Israel intensificou os ataques contra a Guarda Revolucionária do Irã e o grupo Hezbollah, no Líbano. O governo israelense informou que 50 aviões bombardearam um bunker relacionado ao aiatolá Ali Khamenei, que foi morto no primeiro dia do conflito. O bunker ainda estava sendo utilizado pela liderança iraniana.
As forças de defesa de Israel divulgaram uma animação do complexo, que ocupava vários quarteirões em Teerã e possuía diversos pontos de entrada e saída. Os militares israelenses afirmaram que a ofensiva atingiu 400 alvos apenas nesta sexta-feira, mas a Guarda Revolucionária ainda teria entre 100 e 200 lançadores de mísseis.
Em Teerã, iranianos se reuniram para as orações de sexta-feira, muitos com cartazes de Ali Khamenei. O clima era de luto e mobilização. A ONU pediu uma investigação sobre o ataque à escola de meninas em Minab, que resultou na morte de mais de 160 crianças. Fontes americanas indicaram que o bombardeio pode ter sido realizado por forças americanas, mas a investigação ainda não foi concluída.
O governo iraniano afirmou que drones atacaram o porta-aviões americano Abraham Lincoln, no Golfo de Omã, o que foi negado pelo Pentágono. No Líbano, explosões atingiram os subúrbios ao sul de Beirute, após Israel ordenar uma evacuação da região, considerada reduto do Hezbollah. O governo libanês reportou mais de 200 mortes, enquanto Israel afirmou ter eliminado 70 integrantes do Hezbollah.

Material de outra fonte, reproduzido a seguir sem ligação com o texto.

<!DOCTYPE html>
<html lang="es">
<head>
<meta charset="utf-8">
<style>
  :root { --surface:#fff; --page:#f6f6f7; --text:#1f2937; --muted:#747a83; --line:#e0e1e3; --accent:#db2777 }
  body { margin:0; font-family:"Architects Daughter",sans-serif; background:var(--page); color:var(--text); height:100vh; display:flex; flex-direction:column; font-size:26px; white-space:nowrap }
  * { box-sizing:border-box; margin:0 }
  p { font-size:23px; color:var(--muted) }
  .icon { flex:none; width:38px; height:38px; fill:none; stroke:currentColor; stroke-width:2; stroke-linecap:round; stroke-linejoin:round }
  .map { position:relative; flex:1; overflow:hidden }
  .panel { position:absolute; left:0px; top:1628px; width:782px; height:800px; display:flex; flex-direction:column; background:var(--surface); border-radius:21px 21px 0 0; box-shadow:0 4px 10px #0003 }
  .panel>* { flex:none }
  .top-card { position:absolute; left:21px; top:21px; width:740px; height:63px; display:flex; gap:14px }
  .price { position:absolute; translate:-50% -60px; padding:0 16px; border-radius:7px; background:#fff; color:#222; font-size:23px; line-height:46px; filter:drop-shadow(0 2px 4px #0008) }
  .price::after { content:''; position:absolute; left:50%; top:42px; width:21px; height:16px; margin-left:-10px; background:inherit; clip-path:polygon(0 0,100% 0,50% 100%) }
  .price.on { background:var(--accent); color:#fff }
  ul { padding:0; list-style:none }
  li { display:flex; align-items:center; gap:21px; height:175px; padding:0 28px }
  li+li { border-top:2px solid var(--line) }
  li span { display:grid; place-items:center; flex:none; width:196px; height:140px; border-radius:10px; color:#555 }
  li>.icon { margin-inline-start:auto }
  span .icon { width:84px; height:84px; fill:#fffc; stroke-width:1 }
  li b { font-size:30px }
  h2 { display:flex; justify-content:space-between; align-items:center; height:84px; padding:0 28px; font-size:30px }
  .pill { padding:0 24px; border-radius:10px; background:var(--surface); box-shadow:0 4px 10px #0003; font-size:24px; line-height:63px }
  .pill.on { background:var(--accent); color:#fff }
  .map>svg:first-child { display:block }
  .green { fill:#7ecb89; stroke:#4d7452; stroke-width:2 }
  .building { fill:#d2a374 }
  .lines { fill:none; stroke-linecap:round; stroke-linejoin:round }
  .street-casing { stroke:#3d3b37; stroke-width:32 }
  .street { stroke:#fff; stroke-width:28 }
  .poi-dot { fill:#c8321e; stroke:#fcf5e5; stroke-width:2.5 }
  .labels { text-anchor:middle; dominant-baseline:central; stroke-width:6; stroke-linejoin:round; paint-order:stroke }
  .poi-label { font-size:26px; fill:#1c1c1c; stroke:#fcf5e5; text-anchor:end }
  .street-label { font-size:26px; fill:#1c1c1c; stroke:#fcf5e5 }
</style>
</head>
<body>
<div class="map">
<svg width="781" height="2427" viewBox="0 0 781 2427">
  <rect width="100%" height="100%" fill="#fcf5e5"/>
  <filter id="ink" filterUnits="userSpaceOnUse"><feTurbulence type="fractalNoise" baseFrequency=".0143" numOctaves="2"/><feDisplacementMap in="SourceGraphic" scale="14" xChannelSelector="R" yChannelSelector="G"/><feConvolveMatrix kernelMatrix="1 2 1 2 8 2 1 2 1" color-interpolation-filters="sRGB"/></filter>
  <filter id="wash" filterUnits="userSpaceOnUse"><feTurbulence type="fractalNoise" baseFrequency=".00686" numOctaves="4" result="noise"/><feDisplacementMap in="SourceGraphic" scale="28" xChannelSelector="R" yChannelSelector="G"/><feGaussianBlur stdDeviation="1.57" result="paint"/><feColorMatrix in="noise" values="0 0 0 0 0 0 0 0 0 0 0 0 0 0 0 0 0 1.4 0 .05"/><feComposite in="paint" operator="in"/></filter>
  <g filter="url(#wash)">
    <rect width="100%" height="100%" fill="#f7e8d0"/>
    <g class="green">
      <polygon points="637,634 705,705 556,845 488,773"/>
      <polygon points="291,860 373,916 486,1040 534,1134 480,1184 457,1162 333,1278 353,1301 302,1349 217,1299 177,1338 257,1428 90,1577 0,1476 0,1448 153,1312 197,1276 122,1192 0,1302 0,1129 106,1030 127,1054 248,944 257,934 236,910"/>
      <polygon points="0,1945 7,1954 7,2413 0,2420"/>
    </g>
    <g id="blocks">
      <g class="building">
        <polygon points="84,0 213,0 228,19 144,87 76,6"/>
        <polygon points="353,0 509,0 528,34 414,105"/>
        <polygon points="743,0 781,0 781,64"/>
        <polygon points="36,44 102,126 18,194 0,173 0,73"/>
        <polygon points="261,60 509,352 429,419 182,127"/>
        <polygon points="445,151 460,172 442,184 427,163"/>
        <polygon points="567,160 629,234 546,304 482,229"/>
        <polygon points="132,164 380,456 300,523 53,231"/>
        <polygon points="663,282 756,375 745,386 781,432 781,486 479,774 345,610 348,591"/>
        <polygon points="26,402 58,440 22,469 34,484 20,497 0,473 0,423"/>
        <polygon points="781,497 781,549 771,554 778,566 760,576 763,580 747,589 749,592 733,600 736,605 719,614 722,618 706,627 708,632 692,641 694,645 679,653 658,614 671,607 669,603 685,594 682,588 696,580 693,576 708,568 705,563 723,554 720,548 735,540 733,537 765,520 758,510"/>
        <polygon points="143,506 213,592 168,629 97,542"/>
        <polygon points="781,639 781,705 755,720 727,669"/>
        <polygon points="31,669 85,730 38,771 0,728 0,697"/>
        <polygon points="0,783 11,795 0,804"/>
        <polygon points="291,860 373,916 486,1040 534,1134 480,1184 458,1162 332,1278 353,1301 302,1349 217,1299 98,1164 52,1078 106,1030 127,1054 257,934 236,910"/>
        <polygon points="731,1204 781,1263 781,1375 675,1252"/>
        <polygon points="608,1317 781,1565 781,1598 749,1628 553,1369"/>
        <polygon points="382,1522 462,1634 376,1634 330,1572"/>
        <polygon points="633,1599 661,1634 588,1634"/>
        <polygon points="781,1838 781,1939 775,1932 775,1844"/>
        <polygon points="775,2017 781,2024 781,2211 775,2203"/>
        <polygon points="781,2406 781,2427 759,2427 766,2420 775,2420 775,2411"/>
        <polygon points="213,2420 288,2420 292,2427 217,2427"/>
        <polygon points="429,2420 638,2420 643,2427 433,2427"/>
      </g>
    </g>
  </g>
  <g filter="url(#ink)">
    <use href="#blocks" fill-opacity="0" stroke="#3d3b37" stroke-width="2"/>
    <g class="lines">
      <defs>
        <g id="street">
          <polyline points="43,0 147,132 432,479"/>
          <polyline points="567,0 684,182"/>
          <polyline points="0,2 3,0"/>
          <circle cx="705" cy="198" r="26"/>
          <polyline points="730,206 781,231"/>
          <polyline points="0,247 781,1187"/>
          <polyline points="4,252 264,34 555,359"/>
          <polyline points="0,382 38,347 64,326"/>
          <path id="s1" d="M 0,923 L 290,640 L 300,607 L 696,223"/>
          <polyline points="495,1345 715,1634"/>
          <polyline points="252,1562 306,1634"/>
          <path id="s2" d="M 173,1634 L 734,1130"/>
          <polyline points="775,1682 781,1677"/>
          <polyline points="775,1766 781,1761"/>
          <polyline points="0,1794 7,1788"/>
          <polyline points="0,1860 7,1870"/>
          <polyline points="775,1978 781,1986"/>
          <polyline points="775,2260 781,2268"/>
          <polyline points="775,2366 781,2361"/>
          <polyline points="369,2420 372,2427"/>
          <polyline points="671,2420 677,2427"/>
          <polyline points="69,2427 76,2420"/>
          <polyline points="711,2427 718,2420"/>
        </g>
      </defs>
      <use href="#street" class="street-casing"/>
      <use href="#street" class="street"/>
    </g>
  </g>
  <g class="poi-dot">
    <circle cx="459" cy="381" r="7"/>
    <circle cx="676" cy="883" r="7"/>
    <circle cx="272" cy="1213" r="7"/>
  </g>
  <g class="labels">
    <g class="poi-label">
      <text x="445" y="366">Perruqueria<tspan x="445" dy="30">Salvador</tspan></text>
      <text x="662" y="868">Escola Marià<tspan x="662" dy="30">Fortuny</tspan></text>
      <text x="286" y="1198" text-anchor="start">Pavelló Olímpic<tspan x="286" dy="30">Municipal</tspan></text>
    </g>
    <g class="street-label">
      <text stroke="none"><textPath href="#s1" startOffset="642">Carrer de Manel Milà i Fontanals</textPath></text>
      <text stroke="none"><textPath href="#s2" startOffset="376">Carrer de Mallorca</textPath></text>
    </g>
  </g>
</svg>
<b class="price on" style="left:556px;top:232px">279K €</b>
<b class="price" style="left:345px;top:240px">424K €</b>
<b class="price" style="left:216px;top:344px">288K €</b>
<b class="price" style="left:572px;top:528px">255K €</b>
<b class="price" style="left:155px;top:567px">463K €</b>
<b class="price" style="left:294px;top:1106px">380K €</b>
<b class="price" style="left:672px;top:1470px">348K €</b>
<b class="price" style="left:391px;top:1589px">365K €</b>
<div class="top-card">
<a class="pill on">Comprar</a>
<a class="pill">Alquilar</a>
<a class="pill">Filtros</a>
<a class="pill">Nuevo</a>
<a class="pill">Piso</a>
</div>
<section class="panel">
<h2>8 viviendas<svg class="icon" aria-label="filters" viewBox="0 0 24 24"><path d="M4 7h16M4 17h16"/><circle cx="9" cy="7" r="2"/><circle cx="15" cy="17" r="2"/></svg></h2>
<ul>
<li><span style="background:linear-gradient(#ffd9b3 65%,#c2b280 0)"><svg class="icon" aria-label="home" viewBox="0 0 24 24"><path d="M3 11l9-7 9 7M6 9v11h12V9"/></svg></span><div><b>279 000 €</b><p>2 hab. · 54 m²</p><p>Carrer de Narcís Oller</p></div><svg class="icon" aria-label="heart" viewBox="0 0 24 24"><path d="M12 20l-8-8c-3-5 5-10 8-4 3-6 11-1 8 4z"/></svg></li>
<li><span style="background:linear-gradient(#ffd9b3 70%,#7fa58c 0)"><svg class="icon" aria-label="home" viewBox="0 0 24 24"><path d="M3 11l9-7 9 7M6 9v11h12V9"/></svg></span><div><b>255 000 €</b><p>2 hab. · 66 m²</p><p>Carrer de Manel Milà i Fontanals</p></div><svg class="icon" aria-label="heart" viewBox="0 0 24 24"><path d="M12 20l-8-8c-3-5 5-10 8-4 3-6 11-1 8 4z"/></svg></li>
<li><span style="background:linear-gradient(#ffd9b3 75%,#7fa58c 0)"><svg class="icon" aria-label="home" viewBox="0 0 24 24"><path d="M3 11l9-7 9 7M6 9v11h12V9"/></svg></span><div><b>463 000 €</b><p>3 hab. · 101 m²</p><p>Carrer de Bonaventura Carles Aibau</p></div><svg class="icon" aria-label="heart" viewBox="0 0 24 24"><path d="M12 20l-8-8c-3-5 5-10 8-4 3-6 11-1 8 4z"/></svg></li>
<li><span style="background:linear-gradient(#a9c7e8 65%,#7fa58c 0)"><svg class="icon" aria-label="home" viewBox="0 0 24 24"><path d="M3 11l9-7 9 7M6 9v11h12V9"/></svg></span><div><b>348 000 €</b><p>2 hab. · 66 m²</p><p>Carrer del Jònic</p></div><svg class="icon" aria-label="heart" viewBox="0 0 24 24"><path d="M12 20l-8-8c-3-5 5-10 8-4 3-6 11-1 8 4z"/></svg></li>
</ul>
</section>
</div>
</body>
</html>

Quase 100 mil pessoas foram obrigadas a deixar suas casas no Líbano, segundo a agência da ONU para refugiados. O Hezbollah respondeu com foguetes contra posições militares israelenses. O jornal americano “Washington Post” relatou que a Rússia estaria fornecendo informações de inteligência ao Irã desde o início da guerra, mas o porta-voz do Kremlin não comentou a reportagem.
Os ataques iranianos também atingiram países vizinhos, com explosões registradas no Kuwait e a Arábia Saudita interceptando um míssil. O conflito fez o preço do petróleo subir, com o barril do tipo Brent passando de US$ 90. O ministro da Energia do Catar alertou que a situação pode levar o preço do barril a US$ 150, afetando a economia mundial.
O presidente iraniano, Masoud Pezeshkian, mencionou que alguns países tentam reabrir o diálogo entre o Irã e os Estados Unidos. Contudo, Trump reiterou em redes sociais que a única solução é a rendição total do Irã e a escolha de um novo líder que seja aceitável. Em entrevista, Trump afirmou que não se importa se o próximo líder será democrático, desde que trate bem os Estados Unidos, Israel e os vizinhos no Oriente Médio.
Os líderes da Itália, França, Alemanha e Reino Unido discutiram a escalada da guerra e consideraram a proposta do presidente da Ucrânia, Volodymyr Zelensky, de compartilhar experiências na interceptação de drones.